◆ **WORK ORDER**
Read through the listing below and copy each line in which the word "radius" occurs.
*** Opening of DATA SUPPLIED ***
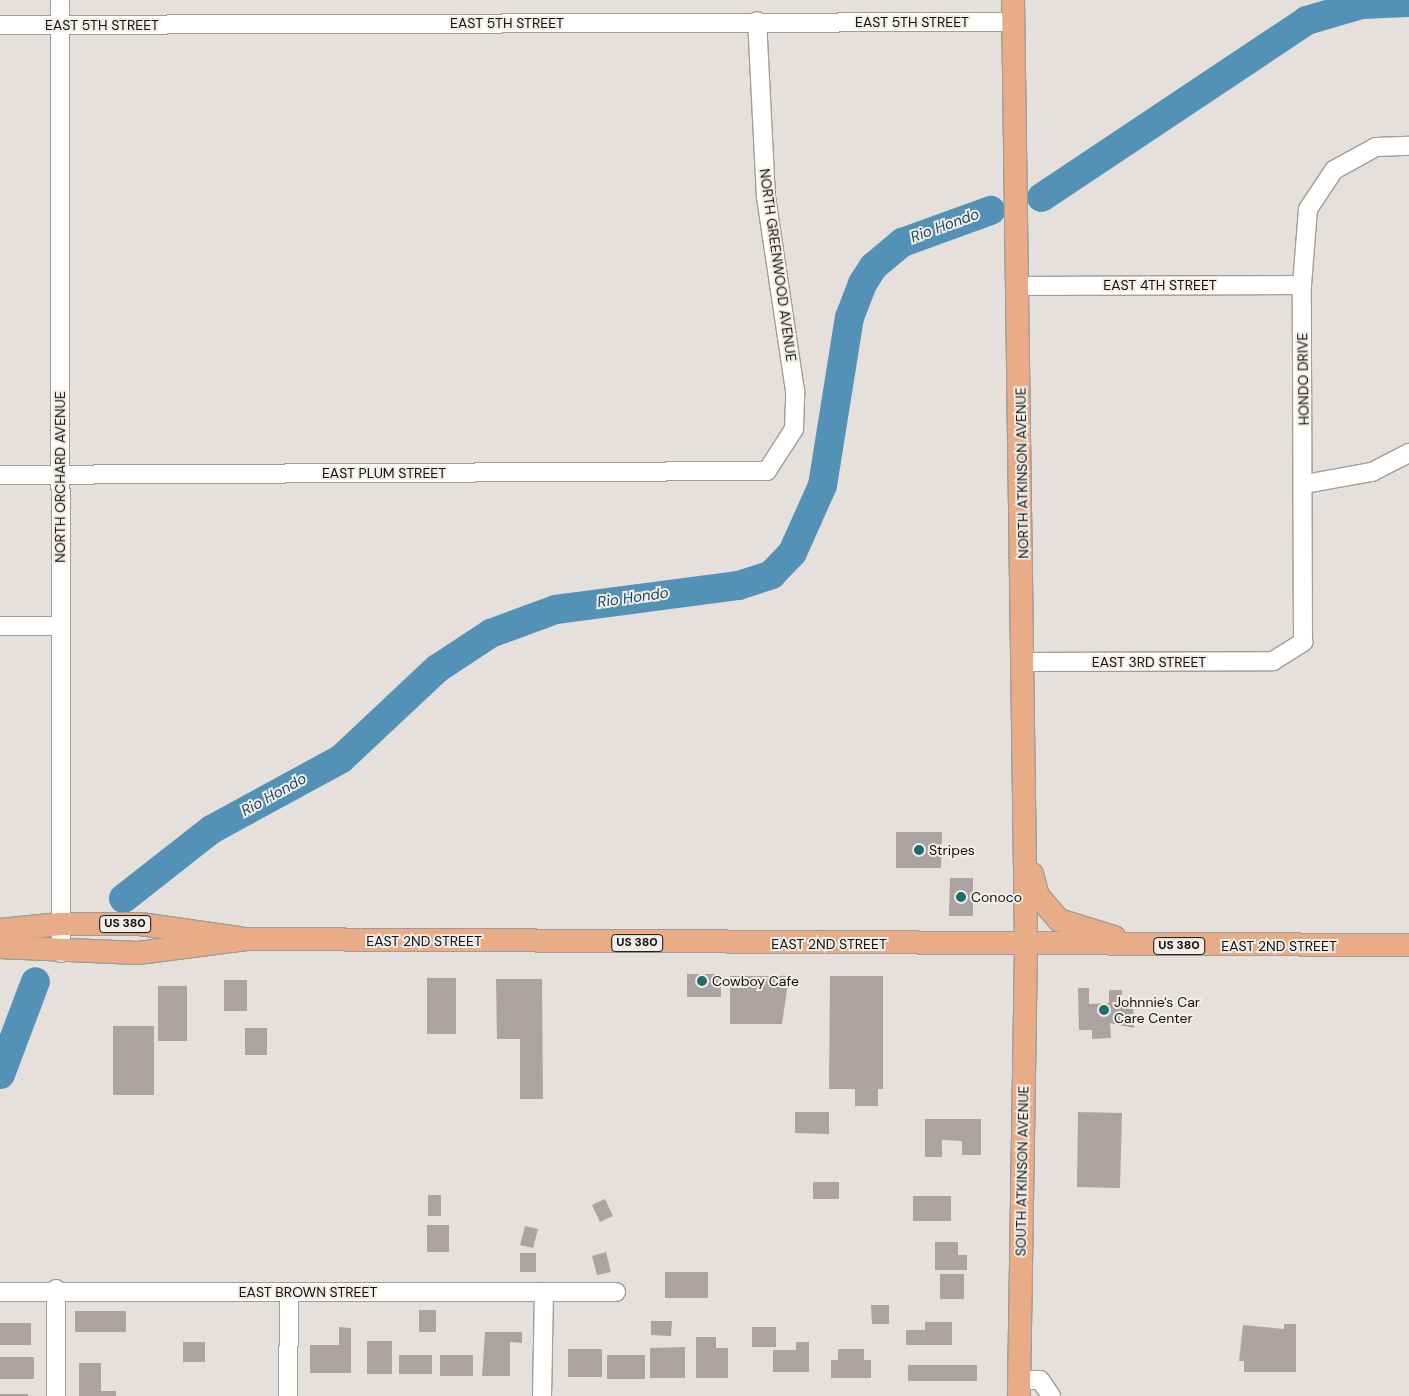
<!DOCTYPE html>
<html>
<head>
<meta charset="utf-8">
<style>
	body { margin:0 }
	#map { position:relative; width:1409px; height:1396px; overflow:hidden; background:#e5e0dc; font-family:"DM Sans",sans-serif }
	div>[style] { position:absolute }
	[style*='--x'] { left:calc(var(--x)*1px); top:calc(var(--y)*1px); width:calc(var(--w)*1px); rotate:calc(var(--a)*1deg) }
	.river>* { height:29px; margin:-14.5px; padding:0 14.5px; transform-origin:14.5px; border-radius:14.5px; background:#5391b6 }
	.building>* { inset:0; background:#aaa3a2 }
	.roads { filter:drop-shadow(1px 0 #a09c97) drop-shadow(-1px 0 #a09c97) drop-shadow(0 1px #a09c97) drop-shadow(0 -1px #a09c97) }
	.minor>* { height:18px; margin:-9px; padding:0 9px; transform-origin:9px; border-radius:9px; background:#fff }
	.major>* { height:22px; margin:-11px; padding:0 11px; transform-origin:11px; border-radius:11px; background:#e8ac87 }
	.dots>* { width:14px; height:14px; translate:-50% -50%; box-sizing:border-box; border:2px solid #f2eee9; border-radius:50% }
	span { translate:-50% -50%; white-space:nowrap; text-align:center; line-height:1.15; -webkit-text-stroke:4px #f2eee9; paint-order:stroke }
	.shield-label span { padding:1px 4px; background:#f2eee9; border:1px solid; border-radius:4px; -webkit-text-stroke-width:0 }
	.shield-label { font-size:12px; color:#11100e; font-weight:700 }
	.street-label { font-size:14px; color:#11100e }
	.poi-label { font-size:14px; color:#11100e }
	.left { translate:0 -50%; text-align:left }
	.water-label { font-size:15px; color:#174964; font-style:italic }
</style>
</head>
<body>
<div id="map">
	<div class="river">
		<i style="--x:1041;--y:197;--w:319;--a:-33.7"></i>
		<i style="--x:1306;--y:20;--w:57;--a:-16.2"></i>
		<i style="--x:1361;--y:4;--w:48;--a:-2.4"></i>
		<i style="--x:123;--y:898;--w:112;--a:-38.1"></i>
		<i style="--x:211;--y:829;--w:148;--a:-28.6"></i>
		<i style="--x:341;--y:758;--w:132;--a:-43.2"></i>
		<i style="--x:437;--y:668;--w:64;--a:-33.4"></i>
		<i style="--x:490;--y:633;--w:69;--a:-20.3"></i>
		<i style="--x:555;--y:609;--w:185;--a:-7.5"></i>
		<i style="--x:738;--y:585;--w:35;--a:-18"></i>
		<i style="--x:771;--y:574;--w:30;--a:-46"></i>
		<i style="--x:792;--y:552;--w:73;--a:-65.9"></i>
		<i style="--x:822;--y:485;--w:170;--a:-80.9"></i>
		<i style="--x:849;--y:317;--w:36;--a:-69"></i>
		<i style="--x:862;--y:283;--w:20;--a:-57"></i>
		<i style="--x:873;--y:266;--w:38;--a:-40"></i>
		<i style="--x:902;--y:242;--w:94;--a:-20"></i>
		<i style="--x:0;--y:1074;--w:99;--a:-69.4"></i>
	</div>
	<div class="building">
		<i style="clip-path:polygon(896px 832px,942px 832px,941px 868px,896px 868px)"></i>
		<i style="clip-path:polygon(950px 878px,973px 878px,973px 916px,949px 916px)"></i>
		<i style="clip-path:polygon(687px 974px,721px 974px,721px 997px,687px 997px)"></i>
		<i style="clip-path:polygon(730px 976px,789px 976px,782px 1024px,730px 1024px)"></i>
		<i style="clip-path:polygon(830px 976px,883px 976px,883px 1089px,878px 1089px,878px 1106px,855px 1106px,855px 1089px,829px 1089px)"></i>
		<i style="clip-path:polygon(427px 978px,456px 978px,456px 1034px,427px 1034px)"></i>
		<i style="clip-path:polygon(496px 979px,542px 979px,543px 1099px,520px 1099px,520px 1039px,497px 1039px)"></i>
		<i style="clip-path:polygon(224px 980px,247px 980px,247px 1011px,224px 1011px)"></i>
		<i style="clip-path:polygon(158px 986px,187px 986px,187px 1041px,158px 1041px)"></i>
		<i style="clip-path:polygon(1078px 988px,1089px 988px,1089px 1004px,1109px 1003px,1109px 990px,1122px 990px,1122px 1004px,1133px 1004px,1134px 1028px,1110px 1023px,1111px 1038px,1092px 1039px,1092px 1030px,1079px 1030px)"></i>
		<i style="clip-path:polygon(113px 1026px,154px 1026px,154px 1095px,113px 1095px)"></i>
		<i style="clip-path:polygon(245px 1028px,267px 1028px,267px 1055px,245px 1055px)"></i>
		<i style="clip-path:polygon(795px 1112px,829px 1112px,829px 1134px,795px 1133px)"></i>
		<i style="clip-path:polygon(1078px 1112px,1122px 1113px,1120px 1188px,1077px 1187px)"></i>
		<i style="clip-path:polygon(925px 1119px,981px 1119px,981px 1155px,962px 1155px,962px 1141px,942px 1140px,942px 1157px,925px 1157px)"></i>
		<i style="clip-path:polygon(813px 1182px,839px 1182px,839px 1199px,813px 1199px)"></i>
		<i style="clip-path:polygon(428px 1195px,441px 1195px,441px 1216px,428px 1216px)"></i>
		<i style="clip-path:polygon(913px 1196px,951px 1196px,951px 1221px,913px 1221px)"></i>
		<i style="clip-path:polygon(605px 1199px,613px 1216px,600px 1222px,592px 1205px)"></i>
		<i style="clip-path:polygon(427px 1225px,449px 1225px,449px 1252px,427px 1252px)"></i>
		<i style="clip-path:polygon(525px 1226px,538px 1229px,533px 1248px,520px 1245px)"></i>
		<i style="clip-path:polygon(935px 1242px,958px 1242px,958px 1255px,967px 1255px,967px 1270px,935px 1270px)"></i>
		<i style="clip-path:polygon(606px 1252px,611px 1272px,597px 1275px,592px 1256px)"></i>
		<i style="clip-path:polygon(520px 1253px,536px 1253px,536px 1272px,520px 1272px)"></i>
		<i style="clip-path:polygon(665px 1272px,708px 1272px,708px 1298px,665px 1298px)"></i>
		<i style="clip-path:polygon(940px 1274px,964px 1274px,964px 1299px,940px 1299px)"></i>
		<i style="clip-path:polygon(871px 1305px,889px 1305px,889px 1324px,872px 1324px)"></i>
		<i style="clip-path:polygon(419px 1310px,436px 1310px,436px 1332px,419px 1332px)"></i>
		<i style="clip-path:polygon(75px 1311px,126px 1311px,126px 1332px,75px 1332px)"></i>
		<i style="clip-path:polygon(651px 1321px,672px 1321px,671px 1336px,651px 1335px)"></i>
		<i style="clip-path:polygon(925px 1322px,952px 1322px,952px 1345px,906px 1345px,906px 1330px,925px 1330px)"></i>
		<i style="clip-path:polygon(0 1323px,31px 1323px,31px 1345px,0 1345px)"></i>
		<i style="clip-path:polygon(1284px 1324px,1296px 1324px,1296px 1372px,1244px 1372px,1244px 1361px,1239px 1361px,1243px 1325px,1284px 1329px)"></i>
		<i style="clip-path:polygon(339px 1327px,351px 1328px,351px 1373px,310px 1373px,310px 1345px,339px 1345px)"></i>
		<i style="clip-path:polygon(752px 1327px,776px 1327px,776px 1347px,752px 1347px)"></i>
		<i style="clip-path:polygon(485px 1332px,522px 1332px,522px 1343px,510px 1342px,510px 1376px,482px 1376px)"></i>
		<i style="clip-path:polygon(696px 1337px,716px 1337px,716px 1348px,728px 1348px,728px 1378px,696px 1378px)"></i>
		<i style="clip-path:polygon(367px 1341px,392px 1341px,392px 1374px,367px 1374px)"></i>
		<i style="clip-path:polygon(183px 1342px,205px 1342px,205px 1362px,183px 1362px)"></i>
		<i style="clip-path:polygon(796px 1342px,809px 1342px,809px 1372px,773px 1372px,773px 1350px,796px 1350px)"></i>
		<i style="clip-path:polygon(685px 1347px,685px 1378px,650px 1378px,650px 1348px)"></i>
		<i style="clip-path:polygon(568px 1349px,602px 1349px,602px 1377px,568px 1377px)"></i>
		<i style="clip-path:polygon(838px 1349px,864px 1349px,864px 1360px,871px 1360px,871px 1378px,831px 1378px,831px 1360px,838px 1360px)"></i>
		<i style="clip-path:polygon(399px 1355px,432px 1355px,432px 1374px,399px 1374px)"></i>
		<i style="clip-path:polygon(440px 1355px,473px 1355px,473px 1376px,440px 1376px)"></i>
		<i style="clip-path:polygon(607px 1355px,645px 1355px,645px 1379px,607px 1379px)"></i>
		<i style="clip-path:polygon(0 1357px,34px 1357px,34px 1379px,0 1379px)"></i>
		<i style="clip-path:polygon(79px 1363px,101px 1363px,101px 1391px,116px 1391px,116px 1396px,79px 1396px)"></i>
		<i style="clip-path:polygon(908px 1365px,977px 1365px,977px 1381px,908px 1381px)"></i>
		<i style="clip-path:polygon(0 1394px,28px 1394px,28px 1396px,0 1396px)"></i>
	</div>
	<div class="roads">
		<div class="minor">
			<i style="--x:60;--y:0;--w:953;--a:89.94"></i>
			<i style="--x:0;--y:25;--w:1014;--a:-0.17"></i>
			<i style="--x:1019;--y:286;--w:283;--a:-0.2"></i>
			<i style="--x:0;--y:475;--w:767;--a:-0.3"></i>
			<i style="--x:767;--y:471;--w:50;--a:-57.3"></i>
			<i style="--x:794;--y:429;--w:38;--a:-88"></i>
			<i style="--x:795;--y:391;--w:196;--a:-98.5"></i>
			<i style="--x:766;--y:197;--w:176;--a:-92.9"></i>
			<i style="--x:1305;--y:484;--w:68;--a:-10.2"></i>
			<i style="--x:1372;--y:472;--w:42;--a:-27.2"></i>
			<i style="--x:0;--y:626;--w:60;--a:0"></i>
			<i style="--x:1025;--y:662;--w:248;--a:-0.2"></i>
			<i style="--x:1273;--y:661;--w:36;--a:-32"></i>
			<i style="--x:1303;--y:642;--w:357;--a:-90.2"></i>
			<i style="--x:1302;--y:285;--w:76;--a:-85.5"></i>
			<i style="--x:1308;--y:209;--w:47;--a:-56.3"></i>
			<i style="--x:1334;--y:170;--w:48;--a:-28.7"></i>
			<i style="--x:1376;--y:147;--w:33;--a:-2"></i>
			<i style="--x:56;--y:1289;--w:107;--a:90"></i>
			<i style="--x:0;--y:1292;--w:616;--a:0"></i>
			<i style="--x:1019;--y:1380;--w:21;--a:0"></i>
			<i style="--x:1040;--y:1380;--w:19;--a:55"></i>
			<i style="--x:288;--y:1396;--w:104;--a:-89.4"></i>
			<i style="--x:542;--y:1396;--w:104;--a:-88.9"></i>
		</div>
		<div class="major">
			<i style="--x:1013;--y:0;--w:946;--a:89.21"></i>
			<i style="--x:1026;--y:946;--w:450;--a:90.9"></i>
			<i style="--x:1032;--y:874;--w:23;--a:75"></i>
			<i style="--x:1038;--y:896;--w:32;--a:49"></i>
			<i style="--x:1059;--y:920;--w:58;--a:17.2"></i>
			<i style="--x:0;--y:930;--w:61;--a:-5.6"></i>
			<i style="--x:61;--y:924;--w:79;--a:0"></i>
			<i style="--x:140;--y:924;--w:101;--a:8"></i>
			<i style="--x:0;--y:947;--w:138;--a:2.5"></i>
			<i style="--x:138;--y:953;--w:111;--a:-7.3"></i>
			<i style="--x:248;--y:939;--w:1161;--a:0.3"></i>
		</div>
	</div>
	<div class="dots">
		<i style="left:919px;top:850px;background:#206c6d"></i>
		<i style="left:961px;top:897px;background:#206c6d"></i>
		<i style="left:702px;top:981px;background:#206c6d"></i>
		<i style="left:1104px;top:1010px;background:#206c6d"></i>
	</div>
	<div class="shield-label">
		<span style="left:125px;top:924px">US 380</span>
		<span style="left:637px;top:943px">US 380</span>
		<span style="left:1179px;top:946px">US 380</span>
	</div>
	<div class="street-label">
		<span style="left:912px;top:22px">EAST 5TH STREET</span>
		<span style="left:507px;top:23px">EAST 5TH STREET</span>
		<span style="left:102px;top:25px">EAST 5TH STREET</span>
		<span style="left:778px;top:265px;rotate:82deg">NORTH GREENWOOD AVENUE</span>
		<span style="left:1160px;top:285px">EAST 4TH STREET</span>
		<span style="left:1303px;top:379px;rotate:-91deg">HONDO DRIVE</span>
		<span style="left:384px;top:473px">EAST PLUM STREET</span>
		<span style="left:1022px;top:473px;rotate:-91deg">NORTH ATKINSON AVENUE</span>
		<span style="left:60px;top:477px;rotate:-90deg">NORTH ORCHARD AVENUE</span>
		<span style="left:1149px;top:662px">EAST 3RD STREET</span>
		<span style="left:424px;top:941px">EAST 2ND STREET</span>
		<span style="left:829px;top:944px">EAST 2ND STREET</span>
		<span style="left:1279px;top:946px">EAST 2ND STREET</span>
		<span style="left:1022px;top:1171px;rotate:-89deg">SOUTH ATKINSON AVENUE</span>
		<span style="left:308px;top:1292px">EAST BROWN STREET</span>
	</div>
	<div class="poi-label">
		<span class="left" style="left:929px;top:850px">Stripes</span>
		<span class="left" style="left:971px;top:897px">Conoco</span>
		<span class="left" style="left:712px;top:981px">Cowboy Cafe</span>
		<span class="left" style="left:1114px;top:1010px">Johnnie's Car<br>Care Center</span>
	</div>
	<div class="water-label">
		<span style="left:945px;top:226px;rotate:-20deg">Rio Hondo</span>
		<span style="left:633px;top:598px;rotate:-8deg">Rio Hondo</span>
		<span style="left:274px;top:795px;rotate:-29deg">Rio Hondo</span>
	</div>
</div>
</body>
</html>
*** Close of DATA SUPPLIED ***
◆ **EXPECTED ANSWER**
	.river>* { height:29px; margin:-14.5px; padding:0 14.5px; transform-origin:14.5px; border-radius:14.5px; background:#5391b6 }
	.minor>* { height:18px; margin:-9px; padding:0 9px; transform-origin:9px; border-radius:9px; background:#fff }
	.major>* { height:22px; margin:-11px; padding:0 11px; transform-origin:11px; border-radius:11px; background:#e8ac87 }
	.dots>* { width:14px; height:14px; translate:-50% -50%; box-sizing:border-box; border:2px solid #f2eee9; border-radius:50% }
	.shield-label span { padding:1px 4px; background:#f2eee9; border:1px solid; border-radius:4px; -webkit-text-stroke-width:0 }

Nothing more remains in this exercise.